DATA IN THIS EXERCISE
^^^^^^^^^^^^^^^^

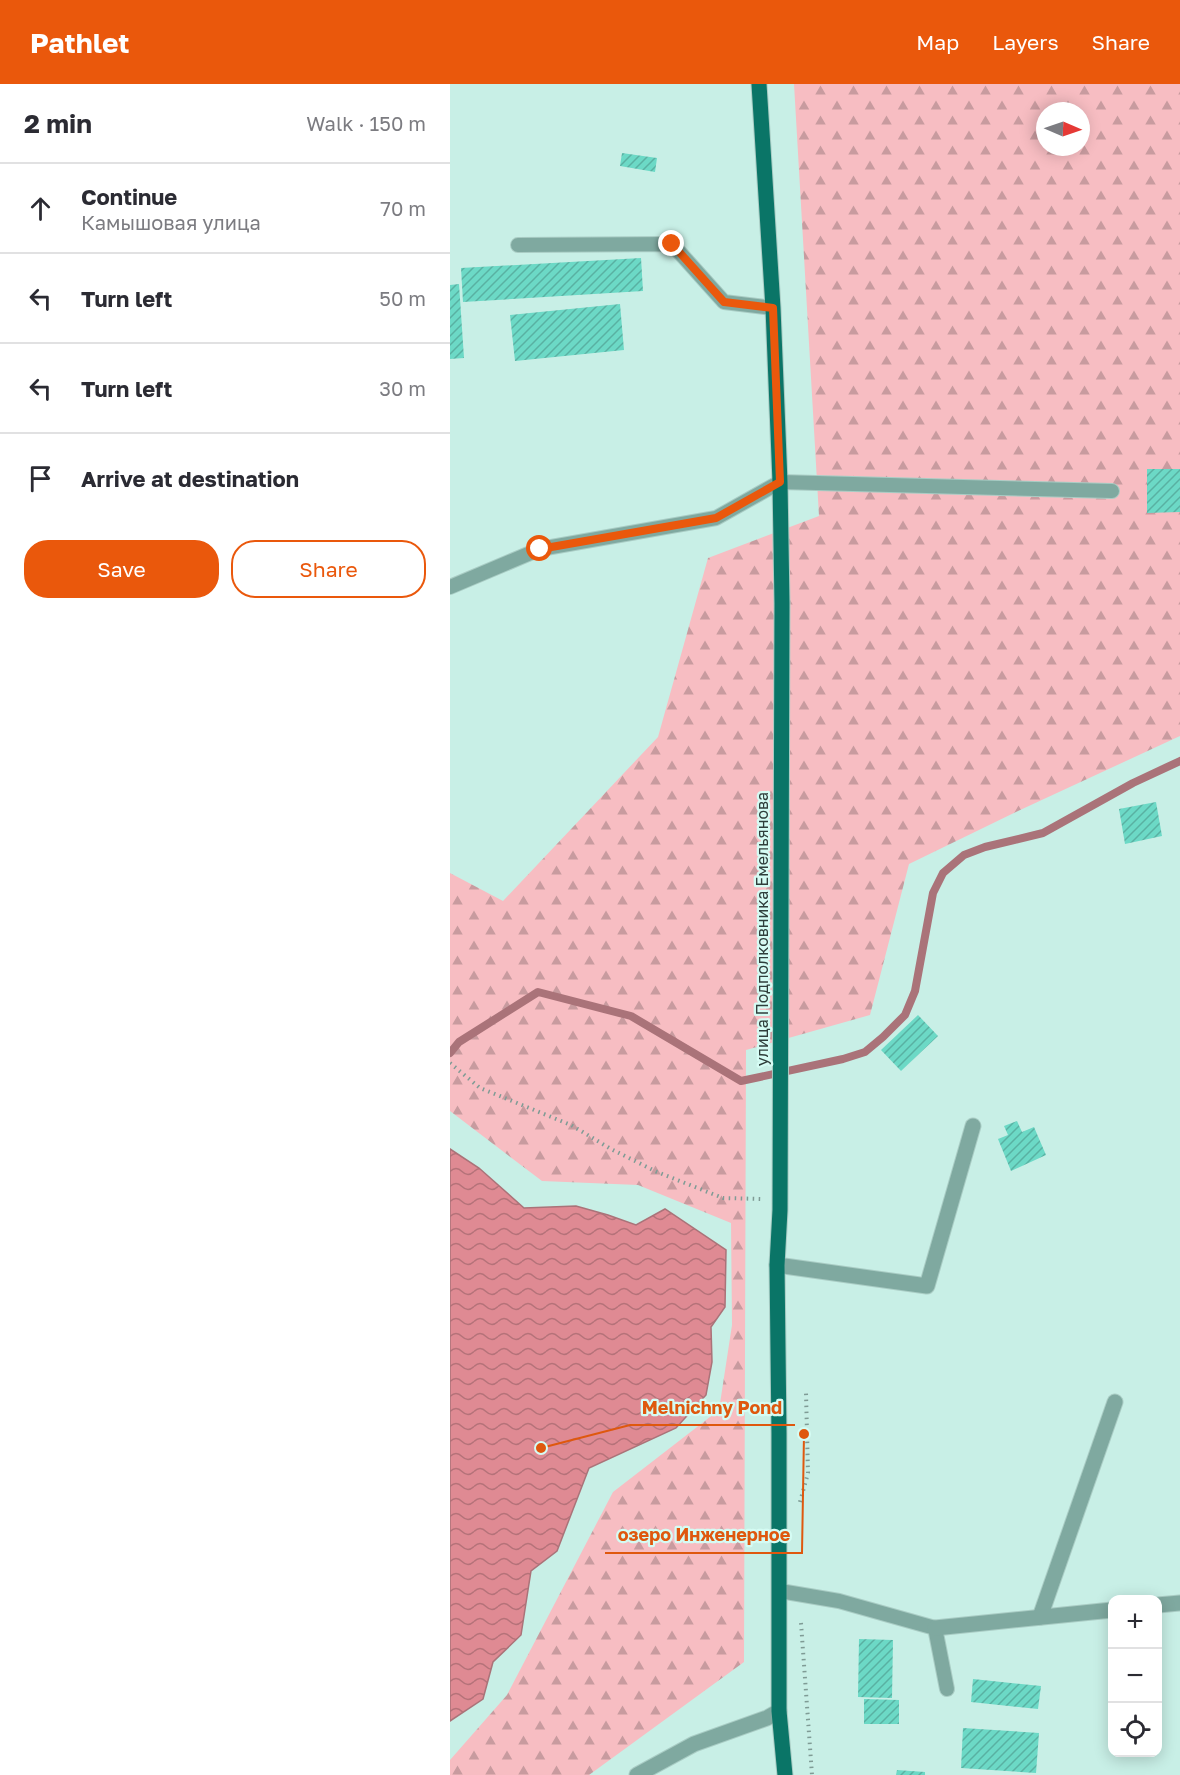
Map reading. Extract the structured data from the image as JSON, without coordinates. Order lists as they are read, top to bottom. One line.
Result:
{"streets":{"main road":["улица Подполковника Емельянова"]},"places":["озеро Инженерное","Melnichny Pond"],"north":"right","page":{"header":"Pathlet","nav":["Map","Layers","Share"],"heading":["2 min","Walk · 150 m"],"list":[["Continue","Камышовая улица","70 m"],["Turn left","50 m"],["Turn left","30 m"],"Arrive at destination"],"buttons":["Save","Share"],"map_buttons":["+","−"]}}
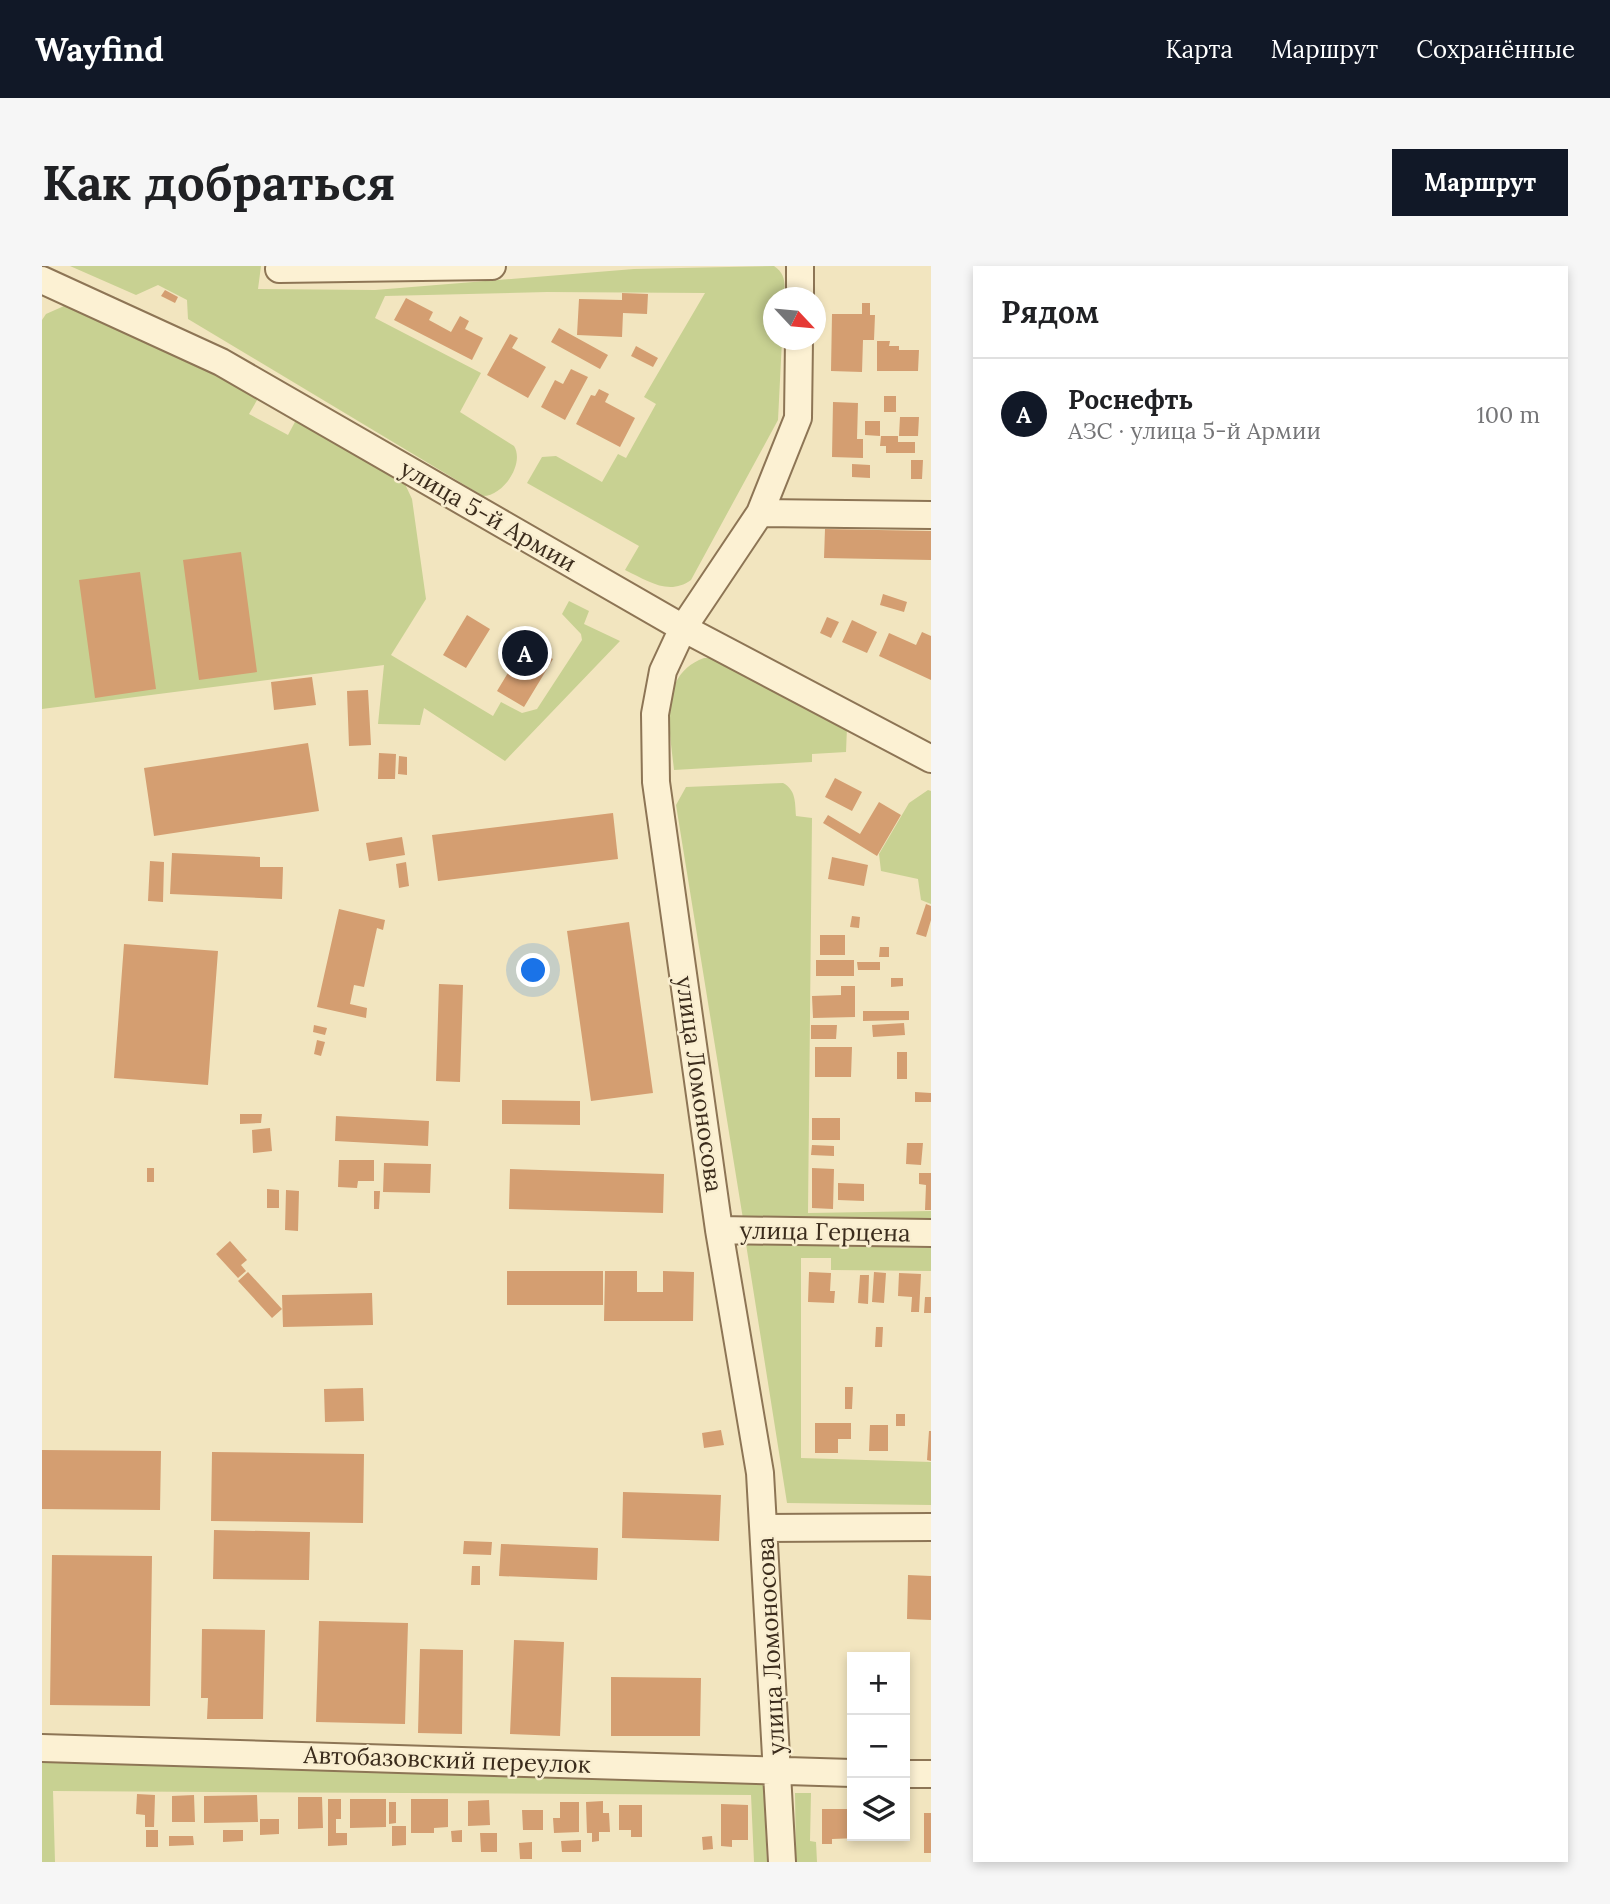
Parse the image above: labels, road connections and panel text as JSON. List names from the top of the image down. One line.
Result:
{"streets":{"street":["улица 5-й Армии","улица Ломоносова","улица Герцена","Автобазовский переулок"]},"crossings":[["улица 5-й Армии","улица Ломоносова"],["улица Ломоносова","улица Герцена"],["улица Ломоносова","Автобазовский переулок"]],"north":"bottom right","page":{"header":"Wayfind","nav":["Карта","Маршрут","Сохранённые"],"buttons":"Маршрут","title":"Как добраться","heading":"Рядом","list":[{"mark":"A","name":"Роснефть","note":"АЗС · улица 5-й Армии","value":"100 m"}],"pins":"A","map_buttons":["+","−"]}}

^^^^^^^^^^^^^^^^

Say how many lines in the records hold "image", with the number as the whole reply.

2